The new spate of negative headlines surrounding specialty medical equipment leasing concern DVI Inc. spread further to its outstanding ABS last week. Two of three rating agencies downgraded DVI's ABS after the Securities & Exchange Commission deemed its most recent quarterly filing deficient after Deloitte & Touche resigned as auditor (see ASR 6/16/03). Questions of whether the programmatic issuer would soon be in technical default on its unsecured debt obligations, leading to a servicing transfer, prompted both Fitch Ratings and Moody's Investors Service to place all the outstanding ABS each agency had rated on watch for a downgrade. Standard & Poor's, meanwhile, remains confident in the current ratings.

Banc One Capital Markets noted in a structured debt market comment that the SEC had "essentially agreed with Deloitte & Touche, DVI's former auditor, that Deloitte's review of the financial statements was not complete at the time of the filing."

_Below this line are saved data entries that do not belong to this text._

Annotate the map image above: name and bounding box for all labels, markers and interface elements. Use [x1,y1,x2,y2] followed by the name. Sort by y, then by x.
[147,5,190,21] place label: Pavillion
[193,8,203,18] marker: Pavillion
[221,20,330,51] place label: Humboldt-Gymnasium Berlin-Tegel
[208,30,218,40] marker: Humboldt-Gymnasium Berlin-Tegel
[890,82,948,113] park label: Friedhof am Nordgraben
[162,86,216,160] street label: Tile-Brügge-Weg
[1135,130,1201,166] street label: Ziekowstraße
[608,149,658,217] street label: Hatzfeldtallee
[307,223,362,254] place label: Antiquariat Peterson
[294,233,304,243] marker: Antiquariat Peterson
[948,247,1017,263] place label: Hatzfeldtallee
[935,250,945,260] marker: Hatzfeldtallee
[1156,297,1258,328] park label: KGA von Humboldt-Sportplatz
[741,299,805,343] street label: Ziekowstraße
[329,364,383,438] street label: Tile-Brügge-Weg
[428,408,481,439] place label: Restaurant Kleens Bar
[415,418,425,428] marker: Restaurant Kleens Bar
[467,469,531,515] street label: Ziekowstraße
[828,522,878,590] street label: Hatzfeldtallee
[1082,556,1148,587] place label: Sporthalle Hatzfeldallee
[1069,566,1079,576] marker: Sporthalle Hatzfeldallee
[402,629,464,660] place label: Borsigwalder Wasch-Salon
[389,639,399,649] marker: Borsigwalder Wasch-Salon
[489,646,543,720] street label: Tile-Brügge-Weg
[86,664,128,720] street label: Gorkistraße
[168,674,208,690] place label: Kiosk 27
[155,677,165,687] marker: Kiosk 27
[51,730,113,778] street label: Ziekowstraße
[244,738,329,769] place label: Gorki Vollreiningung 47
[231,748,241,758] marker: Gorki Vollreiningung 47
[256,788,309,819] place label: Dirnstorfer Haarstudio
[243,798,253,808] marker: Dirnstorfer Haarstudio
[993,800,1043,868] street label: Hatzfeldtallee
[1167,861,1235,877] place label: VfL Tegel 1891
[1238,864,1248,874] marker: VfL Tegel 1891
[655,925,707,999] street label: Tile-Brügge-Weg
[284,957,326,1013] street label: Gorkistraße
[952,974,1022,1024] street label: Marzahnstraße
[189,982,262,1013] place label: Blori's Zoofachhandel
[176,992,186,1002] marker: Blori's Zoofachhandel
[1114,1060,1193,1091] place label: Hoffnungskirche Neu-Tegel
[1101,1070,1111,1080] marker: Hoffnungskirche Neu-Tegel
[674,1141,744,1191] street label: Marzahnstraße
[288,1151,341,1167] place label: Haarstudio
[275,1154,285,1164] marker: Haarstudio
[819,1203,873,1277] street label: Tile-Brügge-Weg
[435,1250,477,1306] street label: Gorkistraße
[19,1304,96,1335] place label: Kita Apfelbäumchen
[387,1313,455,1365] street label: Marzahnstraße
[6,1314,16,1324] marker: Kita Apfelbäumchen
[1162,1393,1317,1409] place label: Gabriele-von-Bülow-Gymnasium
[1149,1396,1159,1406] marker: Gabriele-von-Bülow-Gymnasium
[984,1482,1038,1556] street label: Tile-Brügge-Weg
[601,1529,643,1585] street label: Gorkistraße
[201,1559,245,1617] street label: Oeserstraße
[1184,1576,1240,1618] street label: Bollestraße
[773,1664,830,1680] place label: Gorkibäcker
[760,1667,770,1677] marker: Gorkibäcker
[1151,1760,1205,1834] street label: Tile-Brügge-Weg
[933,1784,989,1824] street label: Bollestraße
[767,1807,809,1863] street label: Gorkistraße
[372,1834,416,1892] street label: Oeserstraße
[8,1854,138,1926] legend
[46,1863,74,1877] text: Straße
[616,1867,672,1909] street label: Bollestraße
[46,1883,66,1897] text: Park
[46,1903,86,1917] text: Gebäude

The moves from Fitch and Moody's that followed were partially based on the issuer's unsecured ratings being cut - for the second time in as many weeks on the part of Moody's. The downgrades impact almost $2 billion of outstanding ABS. By contrast, S&P, which only rates one DVI transaction, series 2003-1, cited the increased enhancement levels in 2003-1, as well as the ability of backup servicer U.S. Bank to either assume servicing or mediate a servicing transfer, a risk it claims was structured into its triple-A ratings.

Enhancement for 2003-1 was set at an all-in level of 20%, versus the 14% in previous transactions, and featured the inclusion of a 50 basis-point reserve account added specifically to fund a potential servicing transfer.

"S&P felt that given the single-B [unsecured] rating at the time, plus the $155 million in debt DVI has coming due in February 2004, we couldn't give full credit to DVI's history of purchasing delinquent leases out of the trust," noted S&P analyst Felix Hererra. While he stopped short of saying the enhancement levels were boosted as per S&P's request, he pointed out that S&P did not rate any previous offerings.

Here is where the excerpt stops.